[Start of Attachment]

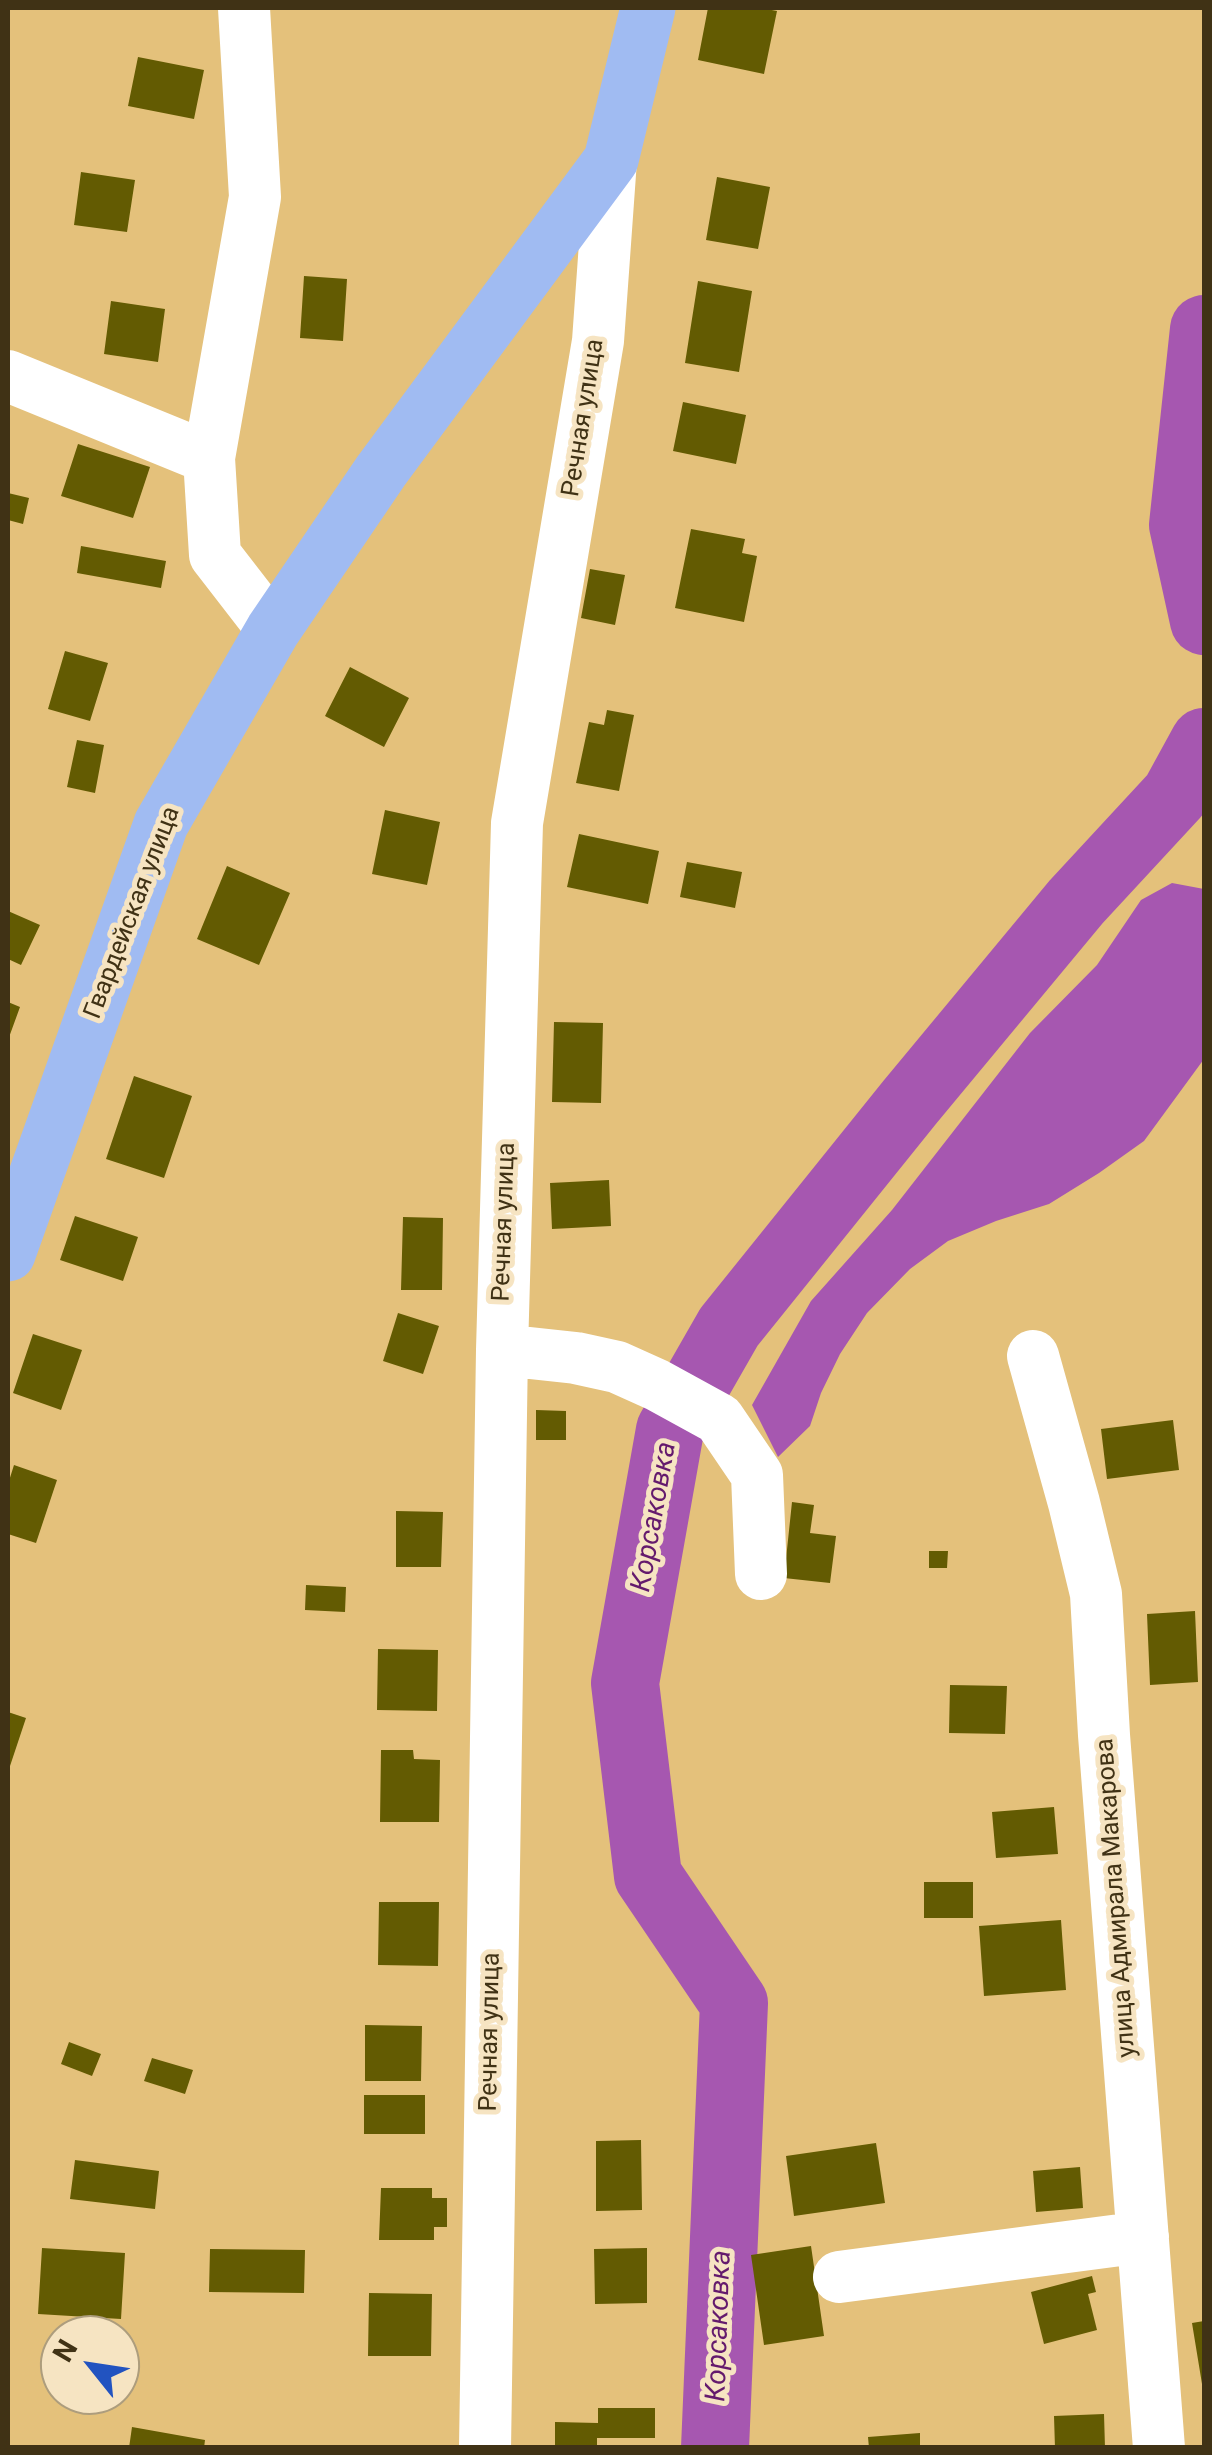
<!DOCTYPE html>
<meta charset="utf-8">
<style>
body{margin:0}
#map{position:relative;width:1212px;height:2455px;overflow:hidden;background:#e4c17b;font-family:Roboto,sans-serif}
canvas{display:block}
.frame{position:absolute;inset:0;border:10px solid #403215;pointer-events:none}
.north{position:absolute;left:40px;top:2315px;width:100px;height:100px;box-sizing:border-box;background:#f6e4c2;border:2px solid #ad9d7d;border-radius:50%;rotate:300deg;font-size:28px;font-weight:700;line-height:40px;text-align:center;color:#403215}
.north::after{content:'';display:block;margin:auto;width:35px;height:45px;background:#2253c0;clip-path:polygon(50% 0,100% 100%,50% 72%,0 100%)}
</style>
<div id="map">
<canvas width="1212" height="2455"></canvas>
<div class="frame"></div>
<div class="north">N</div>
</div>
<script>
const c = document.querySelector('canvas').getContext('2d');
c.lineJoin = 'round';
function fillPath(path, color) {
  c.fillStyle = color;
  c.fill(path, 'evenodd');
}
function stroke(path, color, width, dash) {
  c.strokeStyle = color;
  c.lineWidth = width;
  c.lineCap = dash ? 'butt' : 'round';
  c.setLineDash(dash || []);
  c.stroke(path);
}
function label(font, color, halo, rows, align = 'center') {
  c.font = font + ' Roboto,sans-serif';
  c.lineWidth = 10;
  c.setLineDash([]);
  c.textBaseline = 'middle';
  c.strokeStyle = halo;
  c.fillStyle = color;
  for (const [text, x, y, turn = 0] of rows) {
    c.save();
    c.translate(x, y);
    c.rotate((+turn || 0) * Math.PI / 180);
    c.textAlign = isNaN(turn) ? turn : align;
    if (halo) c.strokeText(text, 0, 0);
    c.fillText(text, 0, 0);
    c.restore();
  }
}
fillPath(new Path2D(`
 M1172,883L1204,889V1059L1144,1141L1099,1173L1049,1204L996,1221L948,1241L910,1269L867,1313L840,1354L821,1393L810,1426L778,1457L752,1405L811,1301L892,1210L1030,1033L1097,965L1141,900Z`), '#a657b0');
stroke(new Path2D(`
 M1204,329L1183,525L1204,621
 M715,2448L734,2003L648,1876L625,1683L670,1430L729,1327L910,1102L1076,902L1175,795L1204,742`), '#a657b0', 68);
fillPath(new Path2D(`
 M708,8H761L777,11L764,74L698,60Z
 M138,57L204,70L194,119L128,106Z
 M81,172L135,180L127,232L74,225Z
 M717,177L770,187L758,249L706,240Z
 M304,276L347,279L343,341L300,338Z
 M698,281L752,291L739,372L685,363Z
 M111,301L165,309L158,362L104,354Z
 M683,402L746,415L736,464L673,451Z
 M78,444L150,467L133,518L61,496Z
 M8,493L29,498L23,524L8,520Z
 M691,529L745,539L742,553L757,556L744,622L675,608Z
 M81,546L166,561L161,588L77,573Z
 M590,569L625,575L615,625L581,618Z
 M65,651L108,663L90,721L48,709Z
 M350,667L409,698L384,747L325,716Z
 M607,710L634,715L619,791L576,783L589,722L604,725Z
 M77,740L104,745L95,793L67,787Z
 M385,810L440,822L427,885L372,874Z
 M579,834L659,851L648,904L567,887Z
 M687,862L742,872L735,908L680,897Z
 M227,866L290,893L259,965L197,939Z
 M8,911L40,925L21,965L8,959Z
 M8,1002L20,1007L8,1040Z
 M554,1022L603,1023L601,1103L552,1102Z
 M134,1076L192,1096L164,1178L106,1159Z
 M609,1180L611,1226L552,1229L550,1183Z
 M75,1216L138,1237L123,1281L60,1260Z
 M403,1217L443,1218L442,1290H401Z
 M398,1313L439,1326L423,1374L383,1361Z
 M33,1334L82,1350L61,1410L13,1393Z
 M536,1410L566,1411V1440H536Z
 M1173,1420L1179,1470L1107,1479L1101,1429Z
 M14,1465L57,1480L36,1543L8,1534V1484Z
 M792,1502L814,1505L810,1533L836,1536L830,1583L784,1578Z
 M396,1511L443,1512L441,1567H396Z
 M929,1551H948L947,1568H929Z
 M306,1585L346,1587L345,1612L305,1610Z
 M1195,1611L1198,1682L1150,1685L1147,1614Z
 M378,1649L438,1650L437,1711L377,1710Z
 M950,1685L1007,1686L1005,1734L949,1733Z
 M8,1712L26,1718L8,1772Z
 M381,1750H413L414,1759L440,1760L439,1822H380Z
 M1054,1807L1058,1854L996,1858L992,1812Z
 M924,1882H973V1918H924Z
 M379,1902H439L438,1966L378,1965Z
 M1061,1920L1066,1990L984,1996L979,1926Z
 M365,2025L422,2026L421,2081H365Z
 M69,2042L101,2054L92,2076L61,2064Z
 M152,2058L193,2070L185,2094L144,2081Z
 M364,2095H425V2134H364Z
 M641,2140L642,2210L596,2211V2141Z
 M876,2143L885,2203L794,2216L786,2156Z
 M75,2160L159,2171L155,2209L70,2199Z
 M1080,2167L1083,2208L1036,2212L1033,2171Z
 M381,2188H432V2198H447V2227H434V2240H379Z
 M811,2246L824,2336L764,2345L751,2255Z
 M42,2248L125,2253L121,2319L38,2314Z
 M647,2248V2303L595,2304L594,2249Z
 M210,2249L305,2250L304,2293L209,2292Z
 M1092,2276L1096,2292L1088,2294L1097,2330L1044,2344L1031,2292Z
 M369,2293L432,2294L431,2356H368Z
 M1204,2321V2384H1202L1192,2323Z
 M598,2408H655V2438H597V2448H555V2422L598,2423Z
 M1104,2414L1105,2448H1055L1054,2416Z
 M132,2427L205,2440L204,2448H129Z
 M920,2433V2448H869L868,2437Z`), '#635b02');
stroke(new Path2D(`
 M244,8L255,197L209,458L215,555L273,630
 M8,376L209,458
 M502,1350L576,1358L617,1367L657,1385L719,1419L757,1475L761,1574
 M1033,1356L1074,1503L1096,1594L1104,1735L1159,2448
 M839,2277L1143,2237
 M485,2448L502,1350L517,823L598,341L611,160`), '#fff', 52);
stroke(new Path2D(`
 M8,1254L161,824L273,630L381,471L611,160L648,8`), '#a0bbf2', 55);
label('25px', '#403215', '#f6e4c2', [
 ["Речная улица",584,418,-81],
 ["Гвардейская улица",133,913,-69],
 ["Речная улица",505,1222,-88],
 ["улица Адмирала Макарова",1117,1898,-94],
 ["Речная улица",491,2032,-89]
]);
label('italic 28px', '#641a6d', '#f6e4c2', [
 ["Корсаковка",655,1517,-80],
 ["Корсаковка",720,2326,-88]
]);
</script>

[End of Attachment]

# What you will do:
From the records above, copy each line where the word "halo" can be found.

# Response to the task:
function label(font, color, halo, rows, align = 'center') {
  c.strokeStyle = halo;
    if (halo) c.strokeText(text, 0, 0);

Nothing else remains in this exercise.